• **What to work on**
Word for word, repeat each of the records below.

• **Material for the task**
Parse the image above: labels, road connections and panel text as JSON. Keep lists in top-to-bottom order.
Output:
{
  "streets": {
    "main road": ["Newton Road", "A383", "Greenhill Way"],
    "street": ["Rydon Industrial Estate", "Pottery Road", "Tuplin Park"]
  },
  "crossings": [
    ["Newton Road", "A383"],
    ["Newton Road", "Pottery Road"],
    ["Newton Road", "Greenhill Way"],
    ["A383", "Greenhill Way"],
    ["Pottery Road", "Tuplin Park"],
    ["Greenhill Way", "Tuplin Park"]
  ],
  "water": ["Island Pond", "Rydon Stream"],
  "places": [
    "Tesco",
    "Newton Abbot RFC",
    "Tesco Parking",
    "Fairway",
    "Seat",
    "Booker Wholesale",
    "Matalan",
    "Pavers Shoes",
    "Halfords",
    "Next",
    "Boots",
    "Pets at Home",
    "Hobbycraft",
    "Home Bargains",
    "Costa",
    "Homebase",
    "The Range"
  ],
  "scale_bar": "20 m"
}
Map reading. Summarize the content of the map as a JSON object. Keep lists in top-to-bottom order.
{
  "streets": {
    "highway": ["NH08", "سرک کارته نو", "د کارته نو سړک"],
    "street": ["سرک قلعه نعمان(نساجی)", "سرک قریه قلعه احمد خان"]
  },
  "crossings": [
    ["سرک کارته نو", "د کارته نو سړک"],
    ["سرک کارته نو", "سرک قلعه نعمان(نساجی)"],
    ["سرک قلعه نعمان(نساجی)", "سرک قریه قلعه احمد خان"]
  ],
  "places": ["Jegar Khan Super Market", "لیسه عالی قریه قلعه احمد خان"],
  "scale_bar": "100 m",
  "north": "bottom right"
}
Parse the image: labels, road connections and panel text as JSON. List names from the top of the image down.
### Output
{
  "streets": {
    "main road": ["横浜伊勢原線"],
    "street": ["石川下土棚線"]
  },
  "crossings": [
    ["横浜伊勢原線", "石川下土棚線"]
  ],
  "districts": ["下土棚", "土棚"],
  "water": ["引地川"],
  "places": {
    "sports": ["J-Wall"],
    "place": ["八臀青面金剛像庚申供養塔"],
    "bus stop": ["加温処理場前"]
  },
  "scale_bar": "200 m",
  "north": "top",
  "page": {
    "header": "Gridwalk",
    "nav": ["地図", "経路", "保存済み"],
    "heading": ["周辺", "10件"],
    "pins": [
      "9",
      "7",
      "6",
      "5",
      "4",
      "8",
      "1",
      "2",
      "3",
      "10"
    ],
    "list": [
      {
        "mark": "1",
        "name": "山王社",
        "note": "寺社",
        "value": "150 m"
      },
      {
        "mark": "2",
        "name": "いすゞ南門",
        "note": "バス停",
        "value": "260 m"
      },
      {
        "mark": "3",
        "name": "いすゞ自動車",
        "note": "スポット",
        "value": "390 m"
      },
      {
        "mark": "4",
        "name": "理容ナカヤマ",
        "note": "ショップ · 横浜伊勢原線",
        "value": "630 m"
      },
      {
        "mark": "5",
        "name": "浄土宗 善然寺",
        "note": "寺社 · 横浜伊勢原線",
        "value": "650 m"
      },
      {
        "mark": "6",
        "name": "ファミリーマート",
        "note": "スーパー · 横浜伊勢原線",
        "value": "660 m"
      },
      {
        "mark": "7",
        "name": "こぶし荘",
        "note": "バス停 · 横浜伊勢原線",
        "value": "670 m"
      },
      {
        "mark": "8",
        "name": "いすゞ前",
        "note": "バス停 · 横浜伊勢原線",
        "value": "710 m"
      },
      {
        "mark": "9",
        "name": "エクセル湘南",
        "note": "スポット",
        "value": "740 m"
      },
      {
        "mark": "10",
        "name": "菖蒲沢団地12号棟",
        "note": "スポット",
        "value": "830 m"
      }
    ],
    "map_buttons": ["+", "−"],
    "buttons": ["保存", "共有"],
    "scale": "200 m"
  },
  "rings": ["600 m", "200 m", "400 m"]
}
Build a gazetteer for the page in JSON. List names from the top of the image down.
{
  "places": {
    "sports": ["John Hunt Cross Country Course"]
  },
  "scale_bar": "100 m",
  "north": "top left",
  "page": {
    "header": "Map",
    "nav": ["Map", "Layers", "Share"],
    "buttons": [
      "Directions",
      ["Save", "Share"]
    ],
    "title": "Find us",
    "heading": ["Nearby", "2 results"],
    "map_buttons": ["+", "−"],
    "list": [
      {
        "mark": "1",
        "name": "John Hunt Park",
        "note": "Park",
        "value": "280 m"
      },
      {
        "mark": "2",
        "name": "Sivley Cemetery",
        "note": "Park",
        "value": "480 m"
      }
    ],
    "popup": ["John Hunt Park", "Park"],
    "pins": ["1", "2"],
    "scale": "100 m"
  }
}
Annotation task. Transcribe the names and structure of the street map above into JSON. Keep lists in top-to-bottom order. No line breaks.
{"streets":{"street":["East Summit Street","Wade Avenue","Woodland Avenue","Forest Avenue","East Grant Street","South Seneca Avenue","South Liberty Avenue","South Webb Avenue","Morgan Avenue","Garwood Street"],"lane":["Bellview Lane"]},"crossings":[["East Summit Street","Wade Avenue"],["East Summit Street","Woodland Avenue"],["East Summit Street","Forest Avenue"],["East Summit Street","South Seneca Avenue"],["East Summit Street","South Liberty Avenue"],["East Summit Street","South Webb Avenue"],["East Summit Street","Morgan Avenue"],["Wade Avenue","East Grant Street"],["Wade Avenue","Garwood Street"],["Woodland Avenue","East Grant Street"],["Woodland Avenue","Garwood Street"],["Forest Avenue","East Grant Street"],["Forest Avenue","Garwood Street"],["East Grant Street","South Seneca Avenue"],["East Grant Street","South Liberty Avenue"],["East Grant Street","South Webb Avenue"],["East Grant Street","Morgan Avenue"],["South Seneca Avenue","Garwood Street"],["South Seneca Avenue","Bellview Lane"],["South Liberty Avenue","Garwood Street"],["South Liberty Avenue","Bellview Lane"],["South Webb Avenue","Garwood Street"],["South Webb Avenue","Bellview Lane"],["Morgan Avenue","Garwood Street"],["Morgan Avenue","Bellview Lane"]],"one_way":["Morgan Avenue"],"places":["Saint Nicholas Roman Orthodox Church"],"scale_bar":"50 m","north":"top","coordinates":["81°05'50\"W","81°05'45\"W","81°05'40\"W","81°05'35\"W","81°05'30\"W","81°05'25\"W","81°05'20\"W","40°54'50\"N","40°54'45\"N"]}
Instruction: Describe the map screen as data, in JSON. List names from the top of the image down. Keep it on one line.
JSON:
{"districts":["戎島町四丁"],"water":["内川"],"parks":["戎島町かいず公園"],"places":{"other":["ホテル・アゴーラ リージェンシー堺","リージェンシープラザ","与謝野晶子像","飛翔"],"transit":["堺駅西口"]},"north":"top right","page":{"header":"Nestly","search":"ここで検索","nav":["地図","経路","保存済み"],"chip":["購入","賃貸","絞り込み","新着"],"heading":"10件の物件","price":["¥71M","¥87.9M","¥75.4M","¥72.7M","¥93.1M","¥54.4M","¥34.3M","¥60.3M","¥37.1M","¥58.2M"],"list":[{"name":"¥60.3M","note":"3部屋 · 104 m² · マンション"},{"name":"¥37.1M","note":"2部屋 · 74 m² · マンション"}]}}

• **Response**
Parse the image above: labels, road connections and panel text as JSON. Keep lists in top-to-bottom order.
Output:
{
  "streets": {
    "main road": ["Newton Road", "A383", "Greenhill Way"],
    "street": ["Rydon Industrial Estate", "Pottery Road", "Tuplin Park"]
  },
  "crossings": [
    ["Newton Road", "A383"],
    ["Newton Road", "Pottery Road"],
    ["Newton Road", "Greenhill Way"],
    ["A383", "Greenhill Way"],
    ["Pottery Road", "Tuplin Park"],
    ["Greenhill Way", "Tuplin Park"]
  ],
  "water": ["Island Pond", "Rydon Stream"],
  "places": [
    "Tesco",
    "Newton Abbot RFC",
    "Tesco Parking",
    "Fairway",
    "Seat",
    "Booker Wholesale",
    "Matalan",
    "Pavers Shoes",
    "Halfords",
    "Next",
    "Boots",
    "Pets at Home",
    "Hobbycraft",
    "Home Bargains",
    "Costa",
    "Homebase",
    "The Range"
  ],
  "scale_bar": "20 m"
}
Map reading. Summarize the content of the map as a JSON object. Keep lists in top-to-bottom order.
{
  "streets": {
    "highway": ["NH08", "سرک کارته نو", "د کارته نو سړک"],
    "street": ["سرک قلعه نعمان(نساجی)", "سرک قریه قلعه احمد خان"]
  },
  "crossings": [
    ["سرک کارته نو", "د کارته نو سړک"],
    ["سرک کارته نو", "سرک قلعه نعمان(نساجی)"],
    ["سرک قلعه نعمان(نساجی)", "سرک قریه قلعه احمد خان"]
  ],
  "places": ["Jegar Khan Super Market", "لیسه عالی قریه قلعه احمد خان"],
  "scale_bar": "100 m",
  "north": "bottom right"
}
Parse the image: labels, road connections and panel text as JSON. List names from the top of the image down.
### Output
{
  "streets": {
    "main road": ["横浜伊勢原線"],
    "street": ["石川下土棚線"]
  },
  "crossings": [
    ["横浜伊勢原線", "石川下土棚線"]
  ],
  "districts": ["下土棚", "土棚"],
  "water": ["引地川"],
  "places": {
    "sports": ["J-Wall"],
    "place": ["八臀青面金剛像庚申供養塔"],
    "bus stop": ["加温処理場前"]
  },
  "scale_bar": "200 m",
  "north": "top",
  "page": {
    "header": "Gridwalk",
    "nav": ["地図", "経路", "保存済み"],
    "heading": ["周辺", "10件"],
    "pins": [
      "9",
      "7",
      "6",
      "5",
      "4",
      "8",
      "1",
      "2",
      "3",
      "10"
    ],
    "list": [
      {
        "mark": "1",
        "name": "山王社",
        "note": "寺社",
        "value": "150 m"
      },
      {
        "mark": "2",
        "name": "いすゞ南門",
        "note": "バス停",
        "value": "260 m"
      },
      {
        "mark": "3",
        "name": "いすゞ自動車",
        "note": "スポット",
        "value": "390 m"
      },
      {
        "mark": "4",
        "name": "理容ナカヤマ",
        "note": "ショップ · 横浜伊勢原線",
        "value": "630 m"
      },
      {
        "mark": "5",
        "name": "浄土宗 善然寺",
        "note": "寺社 · 横浜伊勢原線",
        "value": "650 m"
      },
      {
        "mark": "6",
        "name": "ファミリーマート",
        "note": "スーパー · 横浜伊勢原線",
        "value": "660 m"
      },
      {
        "mark": "7",
        "name": "こぶし荘",
        "note": "バス停 · 横浜伊勢原線",
        "value": "670 m"
      },
      {
        "mark": "8",
        "name": "いすゞ前",
        "note": "バス停 · 横浜伊勢原線",
        "value": "710 m"
      },
      {
        "mark": "9",
        "name": "エクセル湘南",
        "note": "スポット",
        "value": "740 m"
      },
      {
        "mark": "10",
        "name": "菖蒲沢団地12号棟",
        "note": "スポット",
        "value": "830 m"
      }
    ],
    "map_buttons": ["+", "−"],
    "buttons": ["保存", "共有"],
    "scale": "200 m"
  },
  "rings": ["600 m", "200 m", "400 m"]
}
Build a gazetteer for the page in JSON. List names from the top of the image down.
{
  "places": {
    "sports": ["John Hunt Cross Country Course"]
  },
  "scale_bar": "100 m",
  "north": "top left",
  "page": {
    "header": "Map",
    "nav": ["Map", "Layers", "Share"],
    "buttons": [
      "Directions",
      ["Save", "Share"]
    ],
    "title": "Find us",
    "heading": ["Nearby", "2 results"],
    "map_buttons": ["+", "−"],
    "list": [
      {
        "mark": "1",
        "name": "John Hunt Park",
        "note": "Park",
        "value": "280 m"
      },
      {
        "mark": "2",
        "name": "Sivley Cemetery",
        "note": "Park",
        "value": "480 m"
      }
    ],
    "popup": ["John Hunt Park", "Park"],
    "pins": ["1", "2"],
    "scale": "100 m"
  }
}
Annotation task. Transcribe the names and structure of the street map above into JSON. Keep lists in top-to-bottom order. No line breaks.
{"streets":{"street":["East Summit Street","Wade Avenue","Woodland Avenue","Forest Avenue","East Grant Street","South Seneca Avenue","South Liberty Avenue","South Webb Avenue","Morgan Avenue","Garwood Street"],"lane":["Bellview Lane"]},"crossings":[["East Summit Street","Wade Avenue"],["East Summit Street","Woodland Avenue"],["East Summit Street","Forest Avenue"],["East Summit Street","South Seneca Avenue"],["East Summit Street","South Liberty Avenue"],["East Summit Street","South Webb Avenue"],["East Summit Street","Morgan Avenue"],["Wade Avenue","East Grant Street"],["Wade Avenue","Garwood Street"],["Woodland Avenue","East Grant Street"],["Woodland Avenue","Garwood Street"],["Forest Avenue","East Grant Street"],["Forest Avenue","Garwood Street"],["East Grant Street","South Seneca Avenue"],["East Grant Street","South Liberty Avenue"],["East Grant Street","South Webb Avenue"],["East Grant Street","Morgan Avenue"],["South Seneca Avenue","Garwood Street"],["South Seneca Avenue","Bellview Lane"],["South Liberty Avenue","Garwood Street"],["South Liberty Avenue","Bellview Lane"],["South Webb Avenue","Garwood Street"],["South Webb Avenue","Bellview Lane"],["Morgan Avenue","Garwood Street"],["Morgan Avenue","Bellview Lane"]],"one_way":["Morgan Avenue"],"places":["Saint Nicholas Roman Orthodox Church"],"scale_bar":"50 m","north":"top","coordinates":["81°05'50\"W","81°05'45\"W","81°05'40\"W","81°05'35\"W","81°05'30\"W","81°05'25\"W","81°05'20\"W","40°54'50\"N","40°54'45\"N"]}
Instruction: Describe the map screen as data, in JSON. List names from the top of the image down. Keep it on one line.
JSON:
{"districts":["戎島町四丁"],"water":["内川"],"parks":["戎島町かいず公園"],"places":{"other":["ホテル・アゴーラ リージェンシー堺","リージェンシープラザ","与謝野晶子像","飛翔"],"transit":["堺駅西口"]},"north":"top right","page":{"header":"Nestly","search":"ここで検索","nav":["地図","経路","保存済み"],"chip":["購入","賃貸","絞り込み","新着"],"heading":"10件の物件","price":["¥71M","¥87.9M","¥75.4M","¥72.7M","¥93.1M","¥54.4M","¥34.3M","¥60.3M","¥37.1M","¥58.2M"],"list":[{"name":"¥60.3M","note":"3部屋 · 104 m² · マンション"},{"name":"¥37.1M","note":"2部屋 · 74 m² · マンション"}]}}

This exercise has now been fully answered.